--- ASSIGNMENT ---
With the records below as your source, retype each line exactly from the top down to the line that contains "I am building a map index. Parse", and include that line.

......

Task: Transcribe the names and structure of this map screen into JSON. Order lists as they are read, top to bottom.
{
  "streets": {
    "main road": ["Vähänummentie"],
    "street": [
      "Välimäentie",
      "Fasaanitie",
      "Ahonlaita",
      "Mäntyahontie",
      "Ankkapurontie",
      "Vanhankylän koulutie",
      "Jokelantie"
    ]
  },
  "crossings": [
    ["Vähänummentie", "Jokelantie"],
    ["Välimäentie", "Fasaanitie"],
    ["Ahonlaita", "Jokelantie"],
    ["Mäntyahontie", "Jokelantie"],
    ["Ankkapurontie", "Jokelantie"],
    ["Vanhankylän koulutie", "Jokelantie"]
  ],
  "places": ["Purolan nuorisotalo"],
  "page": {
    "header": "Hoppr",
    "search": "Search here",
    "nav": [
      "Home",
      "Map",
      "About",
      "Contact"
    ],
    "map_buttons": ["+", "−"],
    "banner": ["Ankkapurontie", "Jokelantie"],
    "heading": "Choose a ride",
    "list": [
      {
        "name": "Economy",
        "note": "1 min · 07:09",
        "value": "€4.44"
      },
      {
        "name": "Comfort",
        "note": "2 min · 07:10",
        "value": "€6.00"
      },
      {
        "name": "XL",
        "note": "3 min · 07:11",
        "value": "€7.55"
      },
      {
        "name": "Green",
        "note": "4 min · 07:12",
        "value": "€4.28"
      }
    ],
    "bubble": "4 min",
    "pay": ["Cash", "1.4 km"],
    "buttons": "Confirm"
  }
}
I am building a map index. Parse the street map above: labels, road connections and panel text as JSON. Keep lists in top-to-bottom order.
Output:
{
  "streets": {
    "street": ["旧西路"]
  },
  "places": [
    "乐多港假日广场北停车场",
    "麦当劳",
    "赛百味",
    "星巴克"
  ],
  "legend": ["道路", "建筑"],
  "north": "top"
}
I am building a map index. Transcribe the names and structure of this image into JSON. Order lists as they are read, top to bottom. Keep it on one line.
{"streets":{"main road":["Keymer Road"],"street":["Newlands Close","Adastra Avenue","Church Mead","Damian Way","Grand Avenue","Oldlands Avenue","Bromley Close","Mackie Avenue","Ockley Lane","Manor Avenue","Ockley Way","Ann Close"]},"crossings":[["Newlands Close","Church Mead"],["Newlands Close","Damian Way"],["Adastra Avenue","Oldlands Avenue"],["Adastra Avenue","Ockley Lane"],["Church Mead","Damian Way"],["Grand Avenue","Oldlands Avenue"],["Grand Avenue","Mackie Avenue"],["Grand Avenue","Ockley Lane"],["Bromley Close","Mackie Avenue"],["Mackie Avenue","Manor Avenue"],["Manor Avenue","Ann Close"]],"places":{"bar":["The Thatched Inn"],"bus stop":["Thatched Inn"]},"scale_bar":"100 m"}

......

--- EXERCISE RESULT ---
Task: Transcribe the names and structure of this map screen into JSON. Order lists as they are read, top to bottom.
{
  "streets": {
    "main road": ["Vähänummentie"],
    "street": [
      "Välimäentie",
      "Fasaanitie",
      "Ahonlaita",
      "Mäntyahontie",
      "Ankkapurontie",
      "Vanhankylän koulutie",
      "Jokelantie"
    ]
  },
  "crossings": [
    ["Vähänummentie", "Jokelantie"],
    ["Välimäentie", "Fasaanitie"],
    ["Ahonlaita", "Jokelantie"],
    ["Mäntyahontie", "Jokelantie"],
    ["Ankkapurontie", "Jokelantie"],
    ["Vanhankylän koulutie", "Jokelantie"]
  ],
  "places": ["Purolan nuorisotalo"],
  "page": {
    "header": "Hoppr",
    "search": "Search here",
    "nav": [
      "Home",
      "Map",
      "About",
      "Contact"
    ],
    "map_buttons": ["+", "−"],
    "banner": ["Ankkapurontie", "Jokelantie"],
    "heading": "Choose a ride",
    "list": [
      {
        "name": "Economy",
        "note": "1 min · 07:09",
        "value": "€4.44"
      },
      {
        "name": "Comfort",
        "note": "2 min · 07:10",
        "value": "€6.00"
      },
      {
        "name": "XL",
        "note": "3 min · 07:11",
        "value": "€7.55"
      },
      {
        "name": "Green",
        "note": "4 min · 07:12",
        "value": "€4.28"
      }
    ],
    "bubble": "4 min",
    "pay": ["Cash", "1.4 km"],
    "buttons": "Confirm"
  }
}
I am building a map index. Parse the street map above: labels, road connections and panel text as JSON. Keep lists in top-to-bottom order.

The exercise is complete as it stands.